- _ASSIGNED TASK_
Read the data, and whenever a line holds the word "rows", report that line.

- _DATA FOR ANALYSIS_
──────────
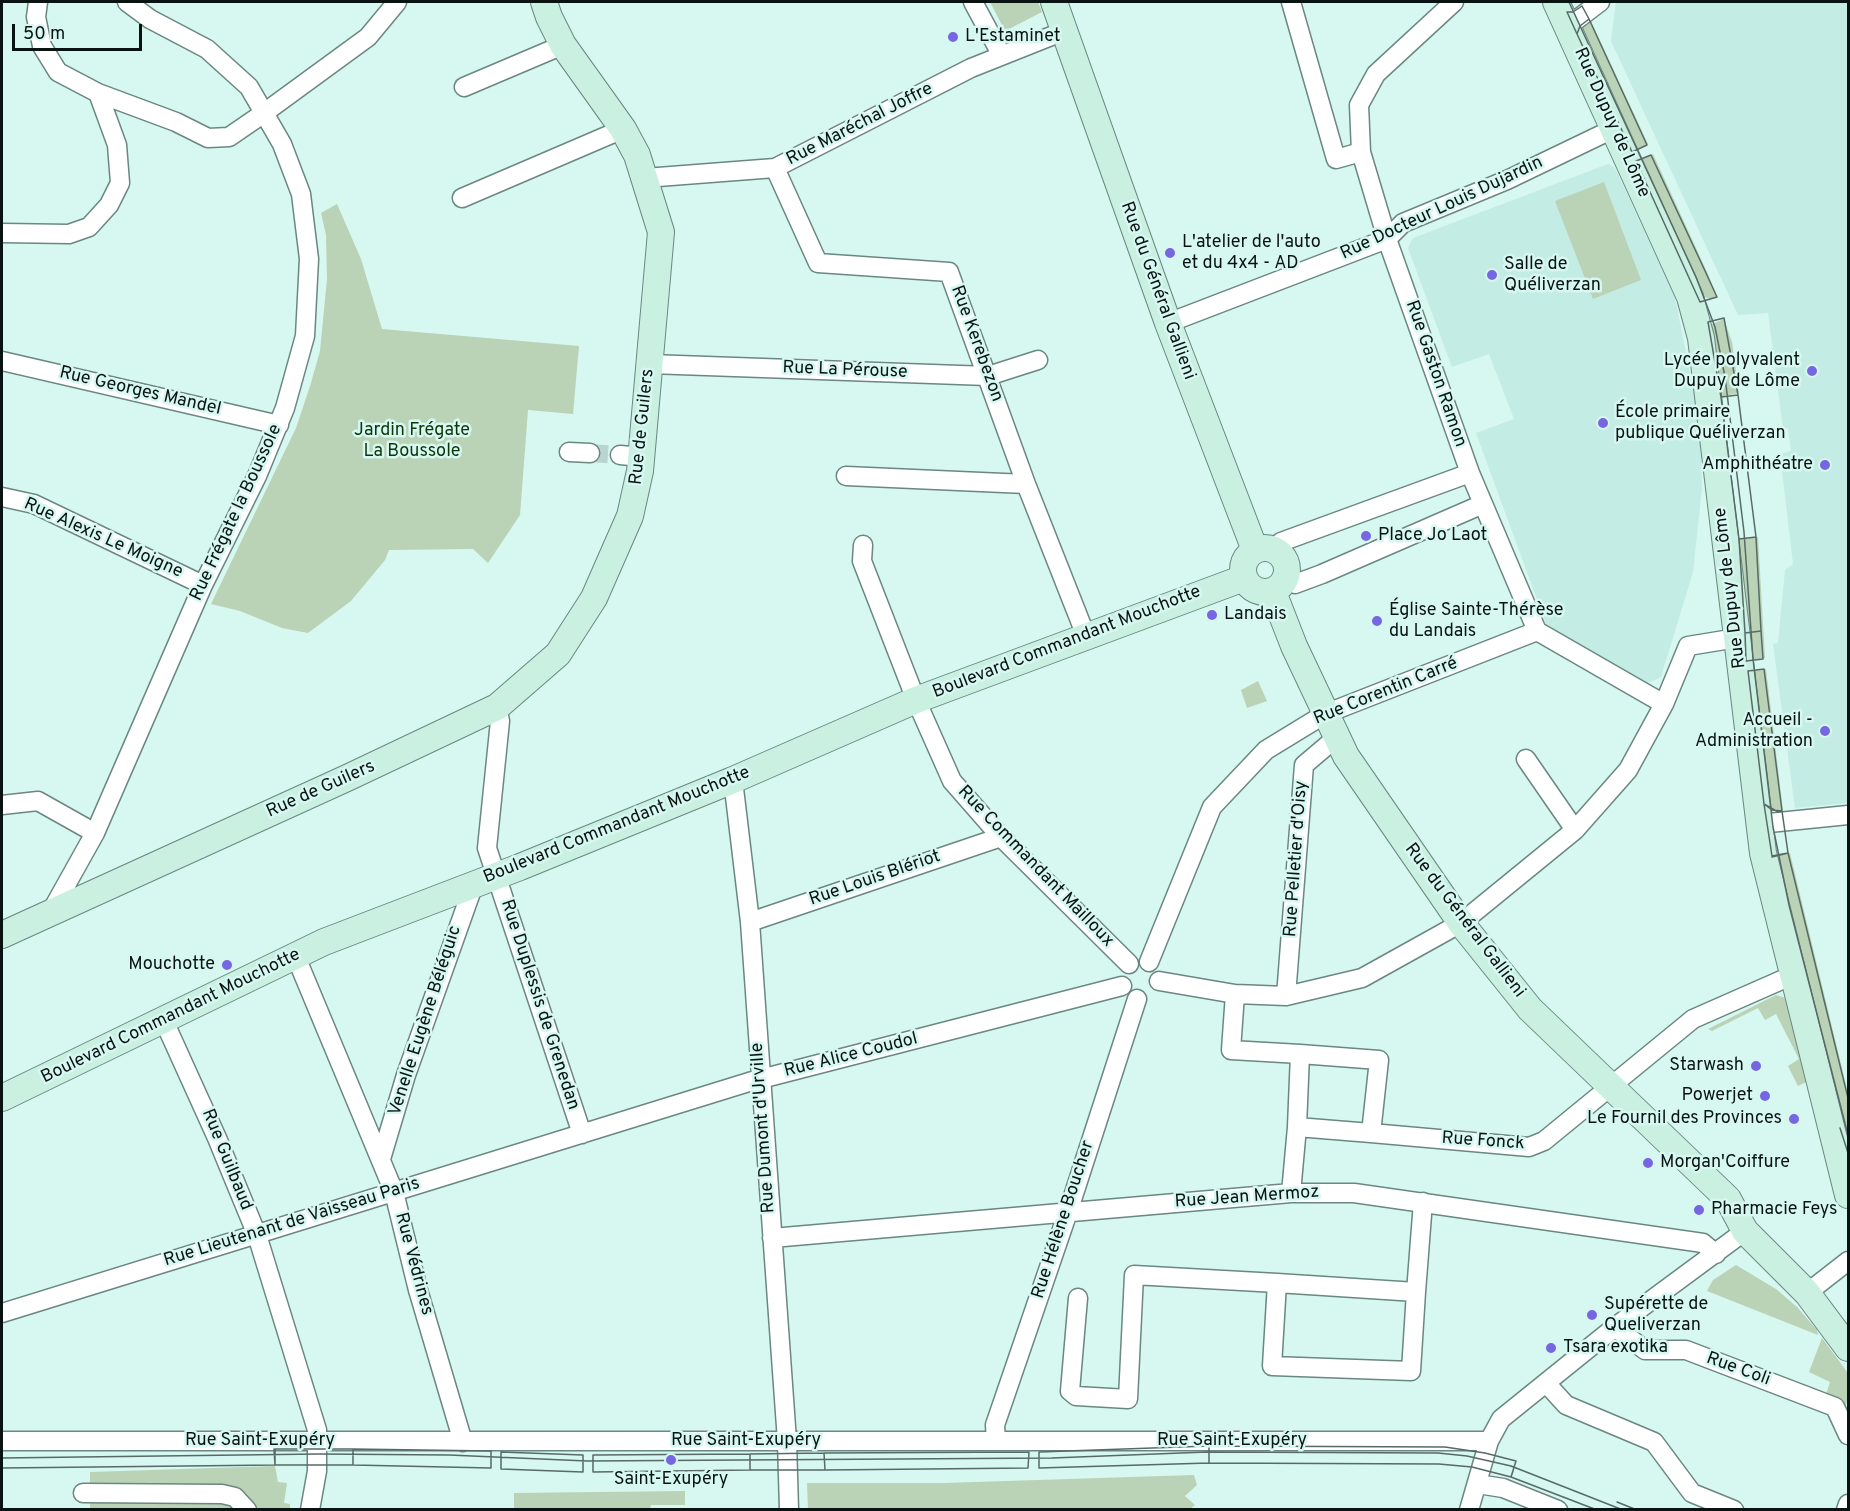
<!DOCTYPE html>
<meta charset="utf-8">
<style>
body{margin:0}
#map{position:relative;width:1850px;height:1511px;overflow:hidden;background:#d7f7f1;font-family:Overpass,sans-serif}
canvas{display:block}
.frame{position:absolute;inset:0;border:3px solid #091412;pointer-events:none}
.scale{position:absolute;left:12px;top:24px;width:130px;height:27px;box-sizing:border-box;border:3px solid #091412;border-top:0;padding-left:8px;font-size:18px;line-height:21px;white-space:nowrap;color:#091412;-webkit-text-stroke:4px #d7f7f1;paint-order:stroke}
</style>
<div id="map">
<canvas width="1850" height="1511"></canvas>
<div class="frame"></div>
<div class="scale">50 m</div>
</div>
<script>
const context = document.querySelector('canvas').getContext('2d');
context.lineJoin = 'round';
function fillPath(path, color) {
  context.fillStyle = color;
  context.fill(path, 'evenodd');
}
function poly(rows) {
  const path = new Path2D();
  for (const r of rows) {
    if (r.length === 3) {
      path.moveTo(r[0] + r[2], r[1]);
      path.arc(r[0], r[1], r[2], 0, 2 * Math.PI);
      continue;
    }
    path.moveTo(r[0], r[1]);
    for (let i = 2; i < r.length; i += 2) path.lineTo(r[i], r[i + 1]);
  }
  return path;
}
function stroke(path, color, width, dash) {
  context.strokeStyle = color;
  context.lineWidth = width;
  context.lineCap = dash ? 'butt' : 'round';
  context.setLineDash(dash || []);
  context.stroke(path);
}
function label(font, color, halo, rows, align = 'center') {
  context.font = font + ' Overpass,sans-serif';
  context.lineWidth = 5;
  context.setLineDash([]);
  context.textBaseline = 'middle';
  context.strokeStyle = halo;
  context.fillStyle = color;
  for (const [text, x, y, turn = 0] of rows) {
    context.save();
    context.translate(x, y);
    context.rotate((+turn || 0) * Math.PI / 180);
    context.textAlign = isNaN(turn) ? turn : align;
    if (halo) context.strokeText(text, 0, 0);
    context.fillText(text, 0, 0);
    context.restore();
  }
}
fillPath(poly([
 [1616,2,1848,2,1848,803,1795,808,1773,644,1778,643,1785,570,1793,564,1780,454,1791,451,1788,428,1783,429,1768,313,1738,315,1611,41],
 [1608,164,1615,168,1675,297,1700,425,1702,488,1693,572,1661,677,1648,683,1546,624,1476,433,1514,419,1489,354,1452,367,1408,248,1413,238]
]), '#c3ece4');
fillPath(poly([
 [990,2,1038,2,1042,12,1005,31],
 [1590,19,1648,144,1629,153,1578,30],
 [1653,154,1707,272,1717,297,1710,299,1699,295,1634,163],
 [1604,182,1641,280,1593,299,1555,201],
 [337,204,361,259,382,329,579,346,573,414,528,410,520,515,488,563,473,549,389,550,385,560,351,601,308,633,282,628,240,611,211,604,296,428,311,383,320,351,327,279,326,235,321,213],
 [1724,319,1732,342,1739,393,1713,398,1708,326],
 [1758,537,1765,658,1744,661,1730,540],
 [1766,669,1783,810,1778,812,1769,809,1745,671],
 [1258,681,1267,701,1247,708,1241,690],
 [1790,853,1848,1093,1848,1176,1769,857],
 [1776,995,1786,998,1808,1081,1798,1086,1788,1066,1799,1059,1776,1014,1765,1020,1758,1008,1712,1031,1708,1029],
 [1736,1265,1776,1289,1797,1307,1817,1330,1818,1335,1707,1291,1713,1280],
 [1822,1338,1848,1373,1848,1399,1843,1413,1826,1395,1830,1382,1809,1372],
 [275,1466,278,1482,287,1483,284,1503,290,1504,290,1509,90,1509,90,1472],
 [1194,1475,1197,1485,1185,1496,1195,1505,1190,1509,808,1509,807,1483,944,1483],
 [685,1491,685,1505,651,1505,650,1509,514,1509,514,1493]
]), '#bad2b6');
stroke(poly([
 [590,453,620,455]
]), '#b8d5d0', 18, [18, 9]);
const street = poly([
 [38,2,36,17,42,46,58,72,98,93,176,122,208,138,229,137,264,113,368,37,397,2],
 [973,2,1001,54],
 [1291,2,1336,159,1361,152],
 [1454,2,1376,74,1359,105,1361,152,1387,239,1470,473,1537,631,1664,704],
 [1567,27,1600,2],
 [464,87,563,45],
 [775,168,818,263,949,272,1026,484,1086,636],
 [645,178,775,168,971,68,1064,31],
 [462,198,623,129],
 [2,233,69,234,89,227,109,205,120,183,117,145,98,93],
 [1168,323,1387,239,1403,223,1507,180,1613,129],
 [2,361,279,425],
 [650,364,988,376,1038,360],
 [569,452,590,453],
 [620,455,642,457],
 [846,476,1026,484],
 [2,497,34,504,203,585],
 [863,545,862,561,916,700,952,781,1001,837,1129,964],
 [1274,549,1281,542,1470,473],
 [1285,580,1295,584,1322,574,1483,504],
 [497,707,500,721,487,848,582,1134],
 [1526,759,1575,830],
 [733,780,750,922,787,1441,789,1510],
 [2,805,38,801,95,833],
 [1759,824,1848,815],
 [52,910,95,833,203,585,257,476,285,408,305,336,309,259,301,194,282,144,249,87,207,49,150,19,127,2],
 [750,922,1001,837],
 [296,957,394,1192,418,1290,463,1442],
 [1149,962,1212,807,1266,750,1325,714,1537,631],
 [1159,981,1235,994,1286,996,1362,978,1461,923,1575,830,1628,770,1664,704,1688,646,1737,638],
 [1235,994,1231,1050,1300,1054],
 [1286,996,1304,765,1337,737],
 [164,1021,217,1138,257,1235,317,1430,317,1471,310,1510],
 [1371,1133,1529,1147,1544,1141,1693,1019,1793,975],
 [381,1159,406,1075,474,884],
 [1291,1193,1297,1127,1371,1133,1379,1060,1300,1054,1297,1127],
 [772,1238,1291,1193,1354,1193,1703,1243,1716,1254],
 [1277,1283,1416,1292,1411,1371,1272,1366,1277,1283],
 [1416,1292,1423,1202],
 [1807,1293,1848,1261],
 [1078,1298,1070,1391,1076,1396,1128,1399,1134,1275,1277,1283],
 [2,1313,749,1082,1122,986],
 [1615,1327,1645,1350,1686,1350,1835,1407,1848,1435],
 [1546,1383,1566,1405,1654,1442,1692,1493,1734,1510],
 [2,1441,1489,1441],
 [996,1441,995,1425,1068,1212,1137,999],
 [1478,1484,1503,1488,1558,1510],
 [83,1493,222,1494,235,1497,247,1510],
 [1469,1510,1489,1441,1501,1419,1615,1327,1745,1231],
 [1846,1510,1848,1504]
]);
const secondary = poly([
 [1054,2,1168,323,1255,550],
 [1556,2,1690,297,1701,338,1763,853,1848,1195],
 [1265,570,22],
 [1273,592,1294,646,1346,756,1461,923,1530,1009,1728,1199,1745,1231,1807,1293,1848,1348],
 [2,935,347,778,497,707,558,654,594,598,630,516,640,471,661,232,637,155,623,129,563,45,549,17,544,2],
 [2,1098,324,942,520,867,733,780,916,700,1244,578]
]);
stroke(street, '#6a8781', 21);
stroke(secondary, '#6a8781', 28);
stroke(street, '#fff', 18);
stroke(secondary, '#c9f0e0', 26);
stroke(poly([
 [1569,2,1696,277,1715,327,1725,377,1744,532,1753,659,1773,827,1789,905,1848,1135],
 [1582,6,1589,19,1580,26,1577,34,1567,12,1573,12,1582,6],
 [1589,19,1647,145,1632,152,1577,34,1580,26,1589,19],
 [1651,155,1706,273,1717,297,1700,302,1636,161,1651,155],
 [1724,318,1738,395,1721,397,1708,322,1724,318],
 [1738,395,1756,537,1739,539,1721,397,1738,395],
 [1756,537,1761,631,1745,633,1739,539,1756,537],
 [1761,631,1763,659,1746,661,1745,633,1761,631],
 [1764,669,1782,811,1778,812,1764,804,1748,671,1764,669],
 [1764,804,1772,810,1782,811,1788,853,1772,856,1764,804],
 [1772,857,1788,853,1848,1098],
 [1840,1128,1848,1153],
 [1209,1446,1445,1447,1485,1453,1516,1461,1511,1477,1472,1467,1439,1464,1209,1463,1209,1446],
 [1209,1446,1209,1463,1039,1468,1039,1452,1209,1446],
 [275,1449,353,1449,353,1465,275,1465,275,1449],
 [353,1449,491,1451,491,1468,353,1465,353,1449],
 [501,1452,583,1455,583,1472,501,1469,501,1452],
 [1029,1452,1028,1468,825,1470,824,1453,1029,1452],
 [824,1453,825,1470,750,1470,750,1454,824,1453],
 [750,1454,750,1470,593,1472,593,1455,750,1454],
 [2,1458,319,1454,449,1455,587,1461,1052,1458,1207,1452,1438,1453,1467,1456,1511,1466,1623,1510],
 [2,1468,275,1465,274,1449],
 [1513,1471,1511,1477,1597,1510],
 [1617,1502,1637,1510]
]), '#576a67', 1.5);
for (const [x, y, r, color] of [
 [953,37,6,"#7766e1"],
 [1170,253,6,"#7766e1"],
 [1492,275,6,"#7766e1"],
 [1812,371,6,"#7766e1"],
 [1603,423,6,"#7766e1"],
 [1825,465,6,"#7766e1"],
 [1366,536,6,"#7766e1"],
 [1212,615,6,"#7766e1"],
 [1377,621,6,"#7766e1"],
 [1825,731,6,"#7766e1"],
 [227,965,6,"#7766e1"],
 [1756,1066,6,"#7766e1"],
 [1765,1096,6,"#7766e1"],
 [1794,1119,6,"#7766e1"],
 [1648,1163,6,"#7766e1"],
 [1699,1210,6,"#7766e1"],
 [1592,1315,6,"#7766e1"],
 [1551,1348,6,"#7766e1"],
 [671,1460,6,"#7766e1"]
]) {
  const dot = new Path2D();
  dot.arc(x, y, r, 0, 2 * Math.PI);
  context.fillStyle = color;
  context.fill(dot);
  stroke(dot, '#d7f7f1', 2);
}
label('18px', '#091412', '#d7f7f1', [
 ["L'Estaminet",965,37],
 ["L'atelier de l'auto",1182,243],
 ["et du 4x4 - AD",1182,264],
 ["Salle de",1504,265],
 ["Quéliverzan",1504,286],
 ["Lycée polyvalent",1800,361,"right"],
 ["Dupuy de Lôme",1800,382,"right"],
 ["École primaire",1615,413],
 ["publique Quéliverzan",1615,434],
 ["Amphithéatre",1813,465,"right"],
 ["Place Jo Laot",1378,536],
 ["Église Sainte-Thérèse",1389,611],
 ["du Landais",1389,632],
 ["Landais",1224,615],
 ["Accueil -",1813,721,"right"],
 ["Administration",1813,742,"right"],
 ["Mouchotte",215,965,"right"],
 ["Starwash",1744,1066,"right"],
 ["Powerjet",1753,1096,"right"],
 ["Le Fournil des Provinces",1782,1119,"right"],
 ["Morgan'Coiffure",1660,1163],
 ["Pharmacie Feys",1711,1210],
 ["Supérette de",1604,1305],
 ["Queliverzan",1604,1326],
 ["Tsara exotika",1563,1348],
 ["Saint-Exupéry",671,1480,"center"]
], 'left');
label('18px', '#091412', '#d7f7f1', [
 ["Rue Dupuy de Lôme",1611,123,66],
 ["Rue Maréchal Joffre",860,125,-27],
 ["Rue Docteur Louis Dujardin",1442,209,-25],
 ["Rue du Général Gallieni",1157,291,70],
 ["Rue Kerebezon",976,344,70],
 ["Rue La Pérouse",845,371,2],
 ["Rue Gaston Ramon",1435,374,71],
 ["Rue Georges Mandel",140,392,13],
 ["Rue de Guilers",643,427,-84],
 ["Rue Frégate la Boussole",237,513,-65],
 ["Rue Alexis Le Moigne",103,539,24],
 ["Rue Dupuy de Lôme",1731,588,-97],
 ["Boulevard Commandant Mouchotte",1067,643,-21],
 ["Rue Corentin Carré",1386,692,-22],
 ["Rue de Guilers",321,790,-24],
 ["Boulevard Commandant Mouchotte",617,826,-22],
 ["Rue Pelletier d'Oisy",1297,859,-86],
 ["Rue Commandant Mailloux",1035,867,46],
 ["Rue Louis Blériot",875,879,-19],
 ["Rue du Général Gallieni",1464,921,53],
 ["Rue Duplessis de Grenedan",539,1005,72],
 ["Boulevard Commandant Mouchotte",171,1017,-26],
 ["Venelle Eugène Béléguic",426,1021,-72],
 ["Rue Alice Coudol",851,1056,-14],
 ["Rue Dumont d'Urville",764,1128,-94],
 ["Rue Fonck",1483,1142,4],
 ["Rue Guilbaud",226,1160,68],
 ["Rue Jean Mermoz",1247,1198,-4],
 ["Rue Hélène Boucher",1064,1220,-72],
 ["Rue Lieutenant de Vaisseau Paris",292,1223,-17],
 ["Rue Védrines",413,1264,75],
 ["Rue Coli",1738,1370,20],
 ["Rue Saint-Exupéry",260,1441],
 ["Rue Saint-Exupéry",746,1441],
 ["Rue Saint-Exupéry",1232,1441]
]);
label('18px', '#0f3609', '#d7f7f1', [
 ["Jardin Frégate",412,431],
 ["La Boussole",412,452]
]);
</script>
──────────
- _FINAL ANSWER_
function poly(rows) {
  for (const r of rows) {
function label(font, color, halo, rows, align = 'center') {
  for (const [text, x, y, turn = 0] of rows) {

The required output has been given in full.